Svendsen and Hopkins both make the same central point when talking about why programs like this are most important: All of the prisoners "will be released at some point," Svendsen says. "They're coming back. They're going to be a part of our community one way or another."

"We need to give them tools to be productive members of society," Hopkins says. "That is my goal. My goal is to work myself out of a job. It will never happen, but I'm working on it."

According to the participants, and those who oversee them, the program helps. "For me to finally be able to say I wrote a song without being drunk or high, or for that matter to remember what I wrote and how I played it, was a huge thing for me," writes Matt "Irish" Moscillo, part of P6 and the Windham Philharmonic and the frontman for two long and winding metal ballads. Having spent three years homeless, often ignoring his family's attempts to help him, he calls making the disc "one of my life's personally proud moments. For once I was sober and clean, playing my own as well as contributing to other's music."

"I looked forward to it every week," writes Justin Rowell-Savage, another Philharmonic member, who contributes the goofy, punk-lite "Lithuanian Drinking Song." "Being able to come together with a group of people I've never met before and create beautiful music."
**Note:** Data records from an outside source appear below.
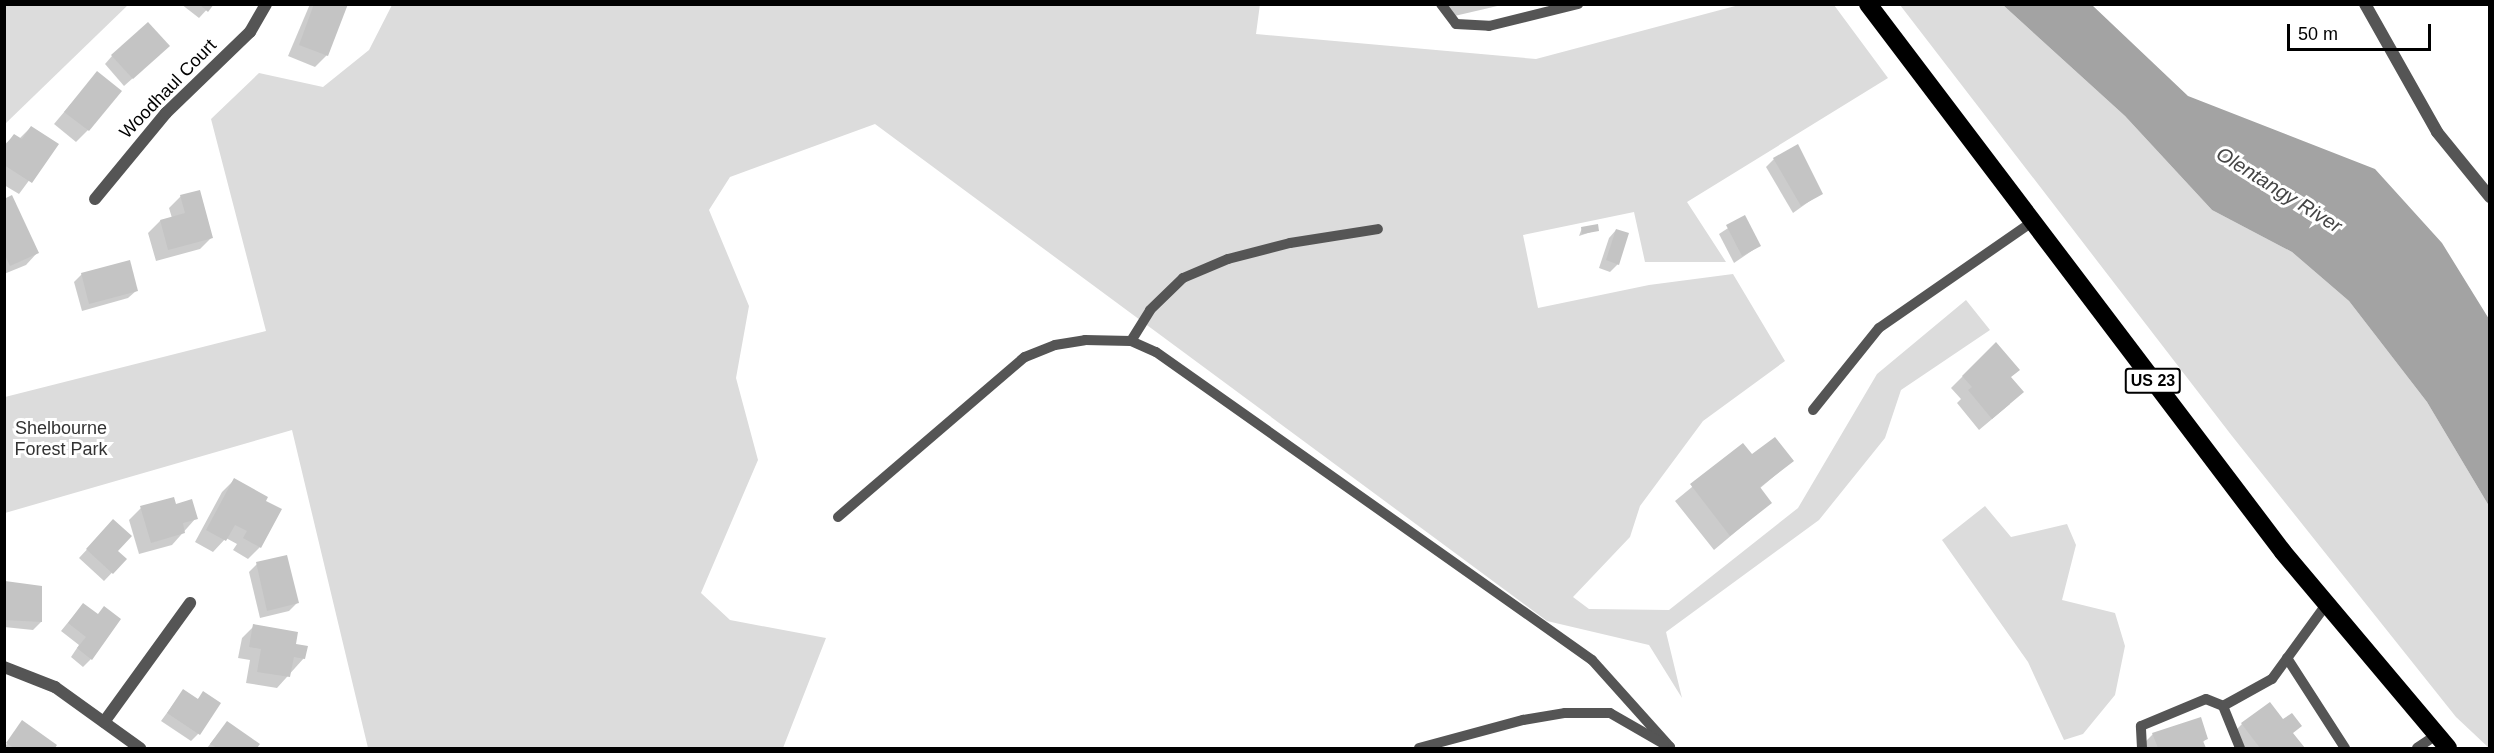 <!DOCTYPE html>
<style>
body{margin:0}
#map{position:relative;width:2494px;height:753px;overflow:hidden;background:#fff;font-family:Arial,sans-serif}
div>[style]{position:absolute}
[style*='--x']{left:calc(var(--x)*1px);top:calc(var(--y)*1px);width:calc(var(--w)*1px);rotate:calc(var(--a)*1deg)}
.green>*{inset:0;background:#dcdcdc}
.water>*{inset:0;background:#a3a3a3}
.shadow>*{inset:0;background:#0003}
.building>*{inset:0;background:#c4c4c4}
.lane>*{height:10px;margin:-5px;padding:0 5px;transform-origin:5px;border-radius:5px;background:#555}
.street>*{height:12px;margin:-6px;padding:0 6px;transform-origin:6px;border-radius:6px;background:#555}
.highway>*{height:18px;margin:-9px;padding:0 9px;transform-origin:9px;border-radius:9px;background:#000}
span{translate:-50% -50%;white-space:nowrap;text-align:center;line-height:1.15;-webkit-text-stroke:6px #fff;paint-order:stroke}
.shield-label span{padding:2px 4px;background:#fff;border:2px solid;border-radius:4px;-webkit-text-stroke-width:0}
.shield-label{font-size:16px;color:#000;font-weight:700}
.street-label{font-size:18px;color:#000}
.park-label{font-size:18px;color:#333}
.water-label{font-size:20px;color:#444;font-style:italic}
.frame{position:absolute;inset:0;border:6px solid #000;pointer-events:none}
.scale{position:absolute;left:2287px;top:24px;width:144px;height:27px;box-sizing:border-box;border:3px solid #000;border-top:0;padding-left:8px;font-size:18px;line-height:21px;white-space:nowrap;color:#000;-webkit-text-stroke:4px #fff;paint-order:stroke}
</style>
<div id="map">
<div class="green">
<i style="clip-path:polygon(5px 4px,128px 4px,128px 5px,5px 124px)"></i>
<i style="clip-path:polygon(1260px 4px,1256px 34px,1536px 59px,1739px 5px,1834px 5px,1888px 78px,1687px 202px,1726px 262px,1645px 262px,1634px 212px,1523px 235px,1538px 308px,1649px 285px,1733px 274px,1785px 361px,1703px 421px,1640px 506px,1630px 537px,1573px 597px,1589px 609px,1669px 610px,1798px 508px,1877px 374px,1966px 300px,1990px 330px,1901px 390px,1885px 438px,1819px 520px,1666px 632px,1682px 698px,1649px 645px,1547px 621px,875px 124px,730px 177px,709px 210px,749px 306px,736px 378px,758px 460px,701px 593px,730px 620px,826px 638px,783px 748px,368px 748px,292px 430px,5px 513px,5px 397px,266px 331px,211px 119px,259px 73px,323px 87px,369px 50px,392px 5px)"></i>
<i style="clip-path:polygon(1900px 5px,2003px 5px,2125px 116px,2212px 210px,2292px 252px,2349px 301px,2427px 402px,2489px 506px,2489px 748px,2456px 717px,2232px 436px)"></i>
<i style="clip-path:polygon(1985px 506px,2011px 537px,2067px 524px,2076px 545px,2062px 600px,2115px 613px,2125px 646px,2115px 695px,2083px 734px,2064px 740px,2028px 662px,1942px 540px)"></i>
</div>
<div class="water">
<i style="clip-path:polygon(2003px 5px,2092px 5px,2188px 96px,2375px 169px,2442px 243px,2489px 319px,2489px 506px,2427px 402px,2349px 301px,2292px 252px,2212px 210px,2125px 116px)"></i>
</div>
<div class="shadow">
<i style="clip-path:polygon(181px 4px,212px 4px,199px 18px)"></i>
<i style="clip-path:polygon(310px 4px,343px 4px,327px 55px,315px 67px,288px 56px)"></i>
<i style="clip-path:polygon(1443px 4px,1506px 4px,1446px 18px)"></i>
<i style="clip-path:polygon(160px 54px,124px 86px,105px 64px,112px 56px)"></i>
<i style="clip-path:polygon(97px 73px,88px 130px,76px 142px,54px 124px)"></i>
<i style="clip-path:polygon(31px 127px,56px 144px,19px 194px,4px 185px,4px 145px,14px 136px,19px 139px)"></i>
<i style="clip-path:polygon(1774px 159px,1821px 193px,1793px 213px,1766px 167px)"></i>
<i style="clip-path:polygon(181px 196px,212px 237px,200px 249px,156px 261px,148px 233px,160px 221px,172px 218px,169px 208px)"></i>
<i style="clip-path:polygon(4px 200px,37px 253px,26px 265px,4px 274px)"></i>
<i style="clip-path:polygon(1745px 217px,1759px 246px,1734px 263px,1719px 234px)"></i>
<i style="clip-path:polygon(1582px 228px,1597px 230px,1579px 236px)"></i>
<i style="clip-path:polygon(1616px 230px,1618px 264px,1610px 272px,1599px 268px,1609px 238px)"></i>
<i style="clip-path:polygon(82px 274px,136px 291px,128px 298px,82px 311px,74px 282px)"></i>
<i style="clip-path:polygon(1995px 344px,2010px 378px,2010px 404px,1979px 430px,1957px 403px,1961px 399px,1951px 388px)"></i>
<i style="clip-path:polygon(1743px 445px,1752px 456px,1792px 461px,1759px 489px,1770px 503px,1714px 550px,1675px 501px)"></i>
<i style="clip-path:polygon(234px 480px,260px 547px,248px 559px,233px 550px,237px 544px,226px 538px,213px 552px,195px 542px,222px 492px)"></i>
<i style="clip-path:polygon(175px 505px,196px 518px,172px 545px,139px 554px,129px 520px,141px 508px)"></i>
<i style="clip-path:polygon(106px 529px,116px 551px,125px 559px,104px 581px,79px 558px)"></i>
<i style="clip-path:polygon(257px 564px,297px 603px,289px 611px,260px 618px,249px 572px)"></i>
<i style="clip-path:polygon(6px 582px,41px 622px,33px 630px,4px 627px)"></i>
<i style="clip-path:polygon(83px 604px,97px 615px,91px 659px,83px 667px,71px 657px,79px 645px,61px 631px)"></i>
<i style="clip-path:polygon(254px 626px,294px 645px,304px 658px,277px 688px,246px 683px,250px 660px,238px 658px,242px 638px)"></i>
<i style="clip-path:polygon(183px 691px,197px 700px,204px 693px,198px 734px,191px 741px,161px 721px)"></i>
<i style="clip-path:polygon(22px 722px,55px 746px,53px 748px,4px 748px)"></i>
<i style="clip-path:polygon(227px 723px,258px 745px,255px 748px,207px 748px)"></i>
<i style="clip-path:polygon(2242px 724px,2292px 734px,2303px 748px,2240px 748px,2230px 736px)"></i>
<i style="clip-path:polygon(2153px 734px,2207px 738px,2202px 743px,2204px 748px,2139px 748px)"></i>
</div>
<div class="building">
<i style="clip-path:polygon(199px 4px,214px 4px,208px 12px)"></i>
<i style="clip-path:polygon(314px 4px,348px 4px,328px 56px,299px 45px)"></i>
<i style="clip-path:polygon(148px 22px,170px 46px,133px 79px,111px 55px)"></i>
<i style="clip-path:polygon(97px 71px,122px 91px,89px 131px,64px 112px)"></i>
<i style="clip-path:polygon(31px 126px,59px 144px,32px 183px,4px 165px,4px 147px,14px 134px,22px 139px)"></i>
<i style="clip-path:polygon(1798px 144px,1823px 194px,1801px 206px,1773px 158px)"></i>
<i style="clip-path:polygon(200px 190px,213px 238px,168px 250px,160px 220px,185px 213px,180px 195px)"></i>
<i style="clip-path:polygon(12px 195px,39px 253px,10px 266px,4px 253px,4px 199px)"></i>
<i style="clip-path:polygon(1745px 215px,1761px 246px,1742px 256px,1726px 225px)"></i>
<i style="clip-path:polygon(1598px 224px,1599px 231px,1582px 234px,1581px 227px)"></i>
<i style="clip-path:polygon(1616px 229px,1629px 233px,1619px 265px,1606px 260px)"></i>
<i style="clip-path:polygon(130px 260px,138px 291px,89px 304px,81px 273px)"></i>
<i style="clip-path:polygon(1996px 342px,2020px 370px,2011px 377px,2024px 392px,1992px 419px,1968px 390px,1972px 387px,1962px 376px)"></i>
<i style="clip-path:polygon(1775px 437px,1794px 461px,1760px 487px,1772px 503px,1730px 536px,1690px 484px,1743px 443px,1752px 454px)"></i>
<i style="clip-path:polygon(234px 478px,268px 497px,266px 501px,282px 509px,261px 548px,243px 538px,247px 531px,235px 525px,226px 541px,206px 530px)"></i>
<i style="clip-path:polygon(174px 497px,176px 504px,192px 499px,198px 519px,183px 523px,185px 533px,151px 543px,140px 506px)"></i>
<i style="clip-path:polygon(113px 519px,132px 536px,118px 551px,127px 559px,113px 574px,86px 549px)"></i>
<i style="clip-path:polygon(287px 555px,299px 603px,267px 611px,256px 562px)"></i>
<i style="clip-path:polygon(5px 581px,42px 586px,42px 622px,4px 620px)"></i>
<i style="clip-path:polygon(83px 603px,98px 614px,104px 606px,121px 619px,92px 660px,77px 648px,86px 637px,68px 623px)"></i>
<i style="clip-path:polygon(253px 624px,298px 632px,296px 644px,308px 646px,305px 659px,294px 657px,290px 677px,257px 672px,261px 649px,249px 647px)"></i>
<i style="clip-path:polygon(183px 689px,198px 699px,203px 691px,221px 703px,200px 735px,167px 713px)"></i>
<i style="clip-path:polygon(2270px 702px,2283px 719px,2292px 713px,2302px 726px,2293px 733px,2305px 748px,2260px 748px,2241px 723px)"></i>
<i style="clip-path:polygon(2201px 717px,2208px 739px,2203px 741px,2206px 748px,2158px 748px,2152px 733px)"></i>
<i style="clip-path:polygon(22px 720px,57px 745px,55px 748px,14px 748px,6px 743px)"></i>
<i style="clip-path:polygon(227px 721px,260px 744px,257px 748px,217px 748px,210px 744px)"></i>
</div>
<div class="lane">
<i style="--x:1441;--y:4;--w:25;--a:53"></i>
<i style="--x:1456;--y:24;--w:33;--a:3"></i>
<i style="--x:1489;--y:26;--w:92;--a:-13.9"></i>
<i style="--x:1131;--y:341;--w:36;--a:-58"></i>
<i style="--x:1150;--y:310;--w:46;--a:-44.1"></i>
<i style="--x:1183;--y:278;--w:49;--a:-22.9"></i>
<i style="--x:1228;--y:259;--w:64;--a:-14.5"></i>
<i style="--x:1290;--y:243;--w:89;--a:-9"></i>
<i style="--x:1813;--y:410;--w:105;--a:-51.2"></i>
<i style="--x:1879;--y:328;--w:186;--a:-34.7"></i>
<i style="--x:838;--y:517;--w:246;--a:-40.6"></i>
<i style="--x:1025;--y:357;--w:32;--a:-22"></i>
<i style="--x:1055;--y:345;--w:30;--a:-9"></i>
<i style="--x:1085;--y:340;--w:46;--a:1.2"></i>
<i style="--x:1131;--y:341;--w:27;--a:24"></i>
<i style="--x:1156;--y:352;--w:534;--a:35.24"></i>
<i style="--x:1592;--y:660;--w:117;--a:48.1"></i>
<i style="--x:1670;--y:747;--w:5;--a:169"></i>
<i style="--x:2287;--y:658;--w:107;--a:57.2"></i>
<i style="--x:1419;--y:748;--w:108;--a:-15.1"></i>
<i style="--x:1523;--y:720;--w:43;--a:-9.5"></i>
<i style="--x:1565;--y:713;--w:45;--a:0"></i>
<i style="--x:1610;--y:713;--w:62;--a:29.9"></i>
<i style="--x:2142;--y:748;--w:22;--a:-93"></i>
<i style="--x:2141;--y:726;--w:70;--a:-22.6"></i>
<i style="--x:2206;--y:699;--w:18;--a:22"></i>
<i style="--x:2240;--y:748;--w:45;--a:-112"></i>
<i style="--x:2223;--y:706;--w:56;--a:-28.9"></i>
<i style="--x:2272;--y:679;--w:90;--a:-54"></i>
<i style="--x:2417;--y:748;--w:23;--a:-34"></i>
</div>
<div class="street">
<i style="--x:2365;--y:4;--w:147;--a:60.6"></i>
<i style="--x:2437;--y:132;--w:84;--a:50.8"></i>
<i style="--x:95;--y:199;--w:112;--a:-50.5"></i>
<i style="--x:166;--y:113;--w:117;--a:-44"></i>
<i style="--x:250;--y:32;--w:32;--a:-60"></i>
<i style="--x:4;--y:667;--w:55;--a:21.4"></i>
<i style="--x:55;--y:687;--w:105;--a:35.7"></i>
<i style="--x:104;--y:722;--w:147;--a:-54.1"></i>
</div>
<div class="highway">
<i style="--x:1868;--y:4;--w:687;--a:52.86"></i>
<i style="--x:2283;--y:552;--w:256;--a:49.9"></i>
</div>
<div class="shield-label">
<span style="left:2153px;top:381px">US 23</span>
</div>
<div class="street-label">
<span style="left:168px;top:89px;rotate:-46deg">Woodhaul Court</span>
</div>
<div class="park-label">
<span style="left:61px;top:439px">Shelbourne<br>Forest Park</span>
</div>
<div class="water-label">
<span style="left:2279px;top:190px;rotate:32deg">Olentangy River</span>
</div>
<div class="frame"></div>
<div class="scale">50 m</div>
</div>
Are the CDs comparable with the better locally released discs here in Maine? Of course not. They're recorded in a prison, with less-than-ideal equipment, and the "bands" are thrown together quickly with large variety in talent levels. Svendsen says he sometimes purposely selects applicants for his program with no musical ability whatsoever, just so they can have a new experience. There's a lot of rough around the edges.

But there's no doubt this discs are humanizing, as intended. The is a lot of anger and depression and regret on these albums, but also silliness and wit. The vocals, even when they are weak, are often tinged with vulnerability. There are no big radio singles here, but there are things to think about.